**Task description**
Among the records, which lines include "MILITÄRRINGSTRASSE"? List them.

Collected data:
☆ ☆ ☆ ☆ ☆

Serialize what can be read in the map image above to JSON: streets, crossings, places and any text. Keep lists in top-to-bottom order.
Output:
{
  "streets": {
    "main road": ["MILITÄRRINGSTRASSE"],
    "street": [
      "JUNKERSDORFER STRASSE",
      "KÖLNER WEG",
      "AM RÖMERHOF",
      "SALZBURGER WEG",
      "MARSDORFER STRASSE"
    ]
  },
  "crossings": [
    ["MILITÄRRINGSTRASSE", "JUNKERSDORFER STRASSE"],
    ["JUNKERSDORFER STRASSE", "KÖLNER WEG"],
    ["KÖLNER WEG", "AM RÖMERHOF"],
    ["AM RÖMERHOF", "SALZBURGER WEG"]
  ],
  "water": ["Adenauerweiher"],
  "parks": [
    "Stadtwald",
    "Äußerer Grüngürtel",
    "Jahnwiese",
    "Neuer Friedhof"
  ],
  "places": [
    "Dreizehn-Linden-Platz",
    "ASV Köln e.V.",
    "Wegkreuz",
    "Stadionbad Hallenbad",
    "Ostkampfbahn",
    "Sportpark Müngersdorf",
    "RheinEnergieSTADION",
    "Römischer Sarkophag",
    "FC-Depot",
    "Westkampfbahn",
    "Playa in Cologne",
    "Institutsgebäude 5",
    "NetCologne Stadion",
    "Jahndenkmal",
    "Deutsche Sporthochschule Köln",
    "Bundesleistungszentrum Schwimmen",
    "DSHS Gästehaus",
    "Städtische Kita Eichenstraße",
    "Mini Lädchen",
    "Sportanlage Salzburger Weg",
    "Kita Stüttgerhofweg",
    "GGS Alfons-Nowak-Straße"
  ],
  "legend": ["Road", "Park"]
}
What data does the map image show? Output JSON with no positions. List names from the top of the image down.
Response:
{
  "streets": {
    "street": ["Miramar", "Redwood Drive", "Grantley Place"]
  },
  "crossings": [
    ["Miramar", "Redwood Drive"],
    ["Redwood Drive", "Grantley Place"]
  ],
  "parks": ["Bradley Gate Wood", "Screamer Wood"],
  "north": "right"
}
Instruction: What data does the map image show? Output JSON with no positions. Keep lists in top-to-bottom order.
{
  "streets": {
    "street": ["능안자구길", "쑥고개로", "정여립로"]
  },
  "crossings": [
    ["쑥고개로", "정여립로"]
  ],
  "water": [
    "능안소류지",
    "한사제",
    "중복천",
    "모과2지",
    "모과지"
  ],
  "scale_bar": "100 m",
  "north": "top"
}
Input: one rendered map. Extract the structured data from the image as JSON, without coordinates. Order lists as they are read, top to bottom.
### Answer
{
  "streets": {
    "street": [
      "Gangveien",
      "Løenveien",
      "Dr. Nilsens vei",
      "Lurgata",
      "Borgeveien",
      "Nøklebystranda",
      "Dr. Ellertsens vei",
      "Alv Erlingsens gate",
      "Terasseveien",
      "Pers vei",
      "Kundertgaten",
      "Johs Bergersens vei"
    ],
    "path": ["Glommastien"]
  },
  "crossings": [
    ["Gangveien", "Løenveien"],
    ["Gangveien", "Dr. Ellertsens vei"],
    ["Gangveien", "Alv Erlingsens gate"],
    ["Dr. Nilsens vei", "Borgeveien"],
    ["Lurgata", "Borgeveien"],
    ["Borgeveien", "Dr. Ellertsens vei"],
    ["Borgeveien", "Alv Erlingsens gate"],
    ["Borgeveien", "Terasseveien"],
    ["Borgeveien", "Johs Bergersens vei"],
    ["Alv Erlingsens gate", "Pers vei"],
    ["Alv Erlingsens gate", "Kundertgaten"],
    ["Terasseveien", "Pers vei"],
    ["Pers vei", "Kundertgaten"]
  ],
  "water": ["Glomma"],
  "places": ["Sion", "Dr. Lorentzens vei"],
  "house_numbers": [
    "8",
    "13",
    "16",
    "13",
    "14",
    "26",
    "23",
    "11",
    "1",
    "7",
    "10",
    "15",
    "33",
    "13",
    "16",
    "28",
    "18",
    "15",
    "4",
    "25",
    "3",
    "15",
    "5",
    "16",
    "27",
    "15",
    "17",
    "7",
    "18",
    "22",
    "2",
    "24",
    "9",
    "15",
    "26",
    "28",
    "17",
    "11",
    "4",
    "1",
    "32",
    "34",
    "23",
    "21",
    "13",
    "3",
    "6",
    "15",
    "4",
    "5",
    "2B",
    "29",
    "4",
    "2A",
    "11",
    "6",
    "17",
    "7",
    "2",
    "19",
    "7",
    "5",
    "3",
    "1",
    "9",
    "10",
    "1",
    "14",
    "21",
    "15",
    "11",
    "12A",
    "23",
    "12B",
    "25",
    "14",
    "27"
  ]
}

☆ ☆ ☆ ☆ ☆

**Result**
    "main road": ["MILITÄRRINGSTRASSE"],
    ["MILITÄRRINGSTRASSE", "JUNKERSDORFER STRASSE"],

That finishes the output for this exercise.